Home rents in Hong Kong have continued to fall amid the city’s deepening recession, with leases for the largest category of houses or flats
hitting the lowest in almost 10 years.
The index of rents for residential property measuring 160 square metre (1,722 sq ft) or above fell 1.3 per cent in July, according to the latest data from the Rating and Valuation Department. The decline pushed the gauge to the lowest level since August 2010.
“The current real estate market is very abnormal,” said Thomas Lam, executive director at Knight Frank. “While residential property prices still remain at high levels, rents have kept adjusting downward due to the economic downturn and the high unemployment rate.”
Hong Kong’s economy has shrunk for four straight quarters through June in its worst recession on record as the Covid-19 pandemic pummeled industries. The slump in rents has continued to erode yields on all five categories of homes, against the city’s 0.2 per cent current normalised inflation rate.
The Hong Kong Monetary Authority last week asked banks to extend their loan repayment holidays for small businesses until April 2021 to help the city’s struggling retail, property and service industries overcome the crisis and cash crunch.
Rents for larger luxury homes have dropped as much as 20 per cent, said Louis Ho, principal sales director at Centaline Property Agency. A lot of companies have cut their budgets, he added.
“We are seeing declines in rental prices in most major complexes,” said Victoria Allan, founder and managing director of real estate agency Habitat Property.
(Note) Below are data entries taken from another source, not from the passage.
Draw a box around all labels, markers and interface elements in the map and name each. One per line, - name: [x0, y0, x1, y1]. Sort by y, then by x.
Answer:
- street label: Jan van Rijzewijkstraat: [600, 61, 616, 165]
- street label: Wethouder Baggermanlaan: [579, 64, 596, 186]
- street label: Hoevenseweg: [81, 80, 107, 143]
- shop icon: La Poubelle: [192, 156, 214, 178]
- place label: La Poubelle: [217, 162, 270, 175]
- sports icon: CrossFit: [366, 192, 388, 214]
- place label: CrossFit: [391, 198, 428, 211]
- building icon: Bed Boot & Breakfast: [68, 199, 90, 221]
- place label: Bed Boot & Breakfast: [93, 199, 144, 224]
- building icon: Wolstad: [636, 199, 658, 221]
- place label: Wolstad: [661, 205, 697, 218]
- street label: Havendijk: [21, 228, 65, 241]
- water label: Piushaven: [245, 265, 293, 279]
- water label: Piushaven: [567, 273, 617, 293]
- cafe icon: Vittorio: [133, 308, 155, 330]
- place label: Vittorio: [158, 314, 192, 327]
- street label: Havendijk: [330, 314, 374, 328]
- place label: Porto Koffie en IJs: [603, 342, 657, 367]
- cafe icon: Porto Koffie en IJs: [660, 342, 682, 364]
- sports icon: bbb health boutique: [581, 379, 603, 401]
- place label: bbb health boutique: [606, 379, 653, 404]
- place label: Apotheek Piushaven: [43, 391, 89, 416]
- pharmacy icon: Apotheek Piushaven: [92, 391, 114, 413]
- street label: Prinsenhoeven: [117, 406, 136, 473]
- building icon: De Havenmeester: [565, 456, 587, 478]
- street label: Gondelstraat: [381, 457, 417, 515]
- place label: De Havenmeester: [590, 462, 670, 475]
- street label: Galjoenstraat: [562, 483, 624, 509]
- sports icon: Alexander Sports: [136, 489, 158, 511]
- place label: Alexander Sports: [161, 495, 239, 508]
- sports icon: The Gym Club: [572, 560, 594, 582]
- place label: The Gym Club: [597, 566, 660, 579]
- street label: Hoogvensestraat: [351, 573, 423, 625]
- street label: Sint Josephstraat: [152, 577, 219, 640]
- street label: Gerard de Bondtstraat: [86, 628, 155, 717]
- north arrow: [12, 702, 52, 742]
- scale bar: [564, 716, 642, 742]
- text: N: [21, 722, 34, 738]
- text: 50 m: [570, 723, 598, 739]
Those that command more than HK$120,000 a month have dropped a further 10 per cent, she said.
The average rental yields for residential property measuring 160 square metres or above hit a record low of 1.8 per cent in July, joining the slump in the other categories of smaller homes over the course of this year, the government report showed.
For example, a 2,562-sq ft four-bedroom house at the luxury Riva residential project in Yuen Long was recently rented out for HK$68,000. The owner had bought it for HK$51.9 million in November 2016, and would receive a rental yield of 1.6 per cent, according to Midland Realty.
On the other end, the city’s notoriously tiny flats have also been hit particularly hard, with average rental yields for flats smaller than 40 sq m sliding to a record low of 2.4 per cent in July.
In Sham Shui Po, a 162-sq ft unit at micro-home project Ava 61 was recently rented out for HK$8,000 per month, an 11 per cent discount from the initial asking price of HK$9,000, according to Hong Kong Property Agency.
The rental came to about 10 per cent below the market for similar flats in the area, the agency added. The owner would receive a rental yield of 2.4 per cent for the flat which was bought for around HK$3.98 million in September 2017.
In another example, a 223-sq ft flat in The Esplanade in Tuen Mun was recently rented out for HK$8,700 per month, after the owner lowered the asking price by HK$300, according to Kevin Wong, a senior district manager at Many Wells Property Agent.
The owner would receive a 2.8 per cent yield on the flat, based on his purchase price of HK$3.77 million in 2018, he estimated.
The state of Hong Kong’s economy as well as US-China tensions would be the key factors affecting the property market going forward, said Knight Frank’s Lam. He expected residential property prices to fall around 5 per cent for the whole of 2020.
The city’s economy shrunk 9 per cent in the three months through June from a year earlier, according to the latest government statistics. Unemployment rate eased slightly to 6.1 per cent in the three months through July, compared to 6.2 per cent from April to June.
The dip in the city’s jobless rate was helped by the newly launched government wage subsidy as well as other relief measures, but the labour market remained under significant pressure in the near term, Secretary for Labour and Welfare Law Chi-kwong warned.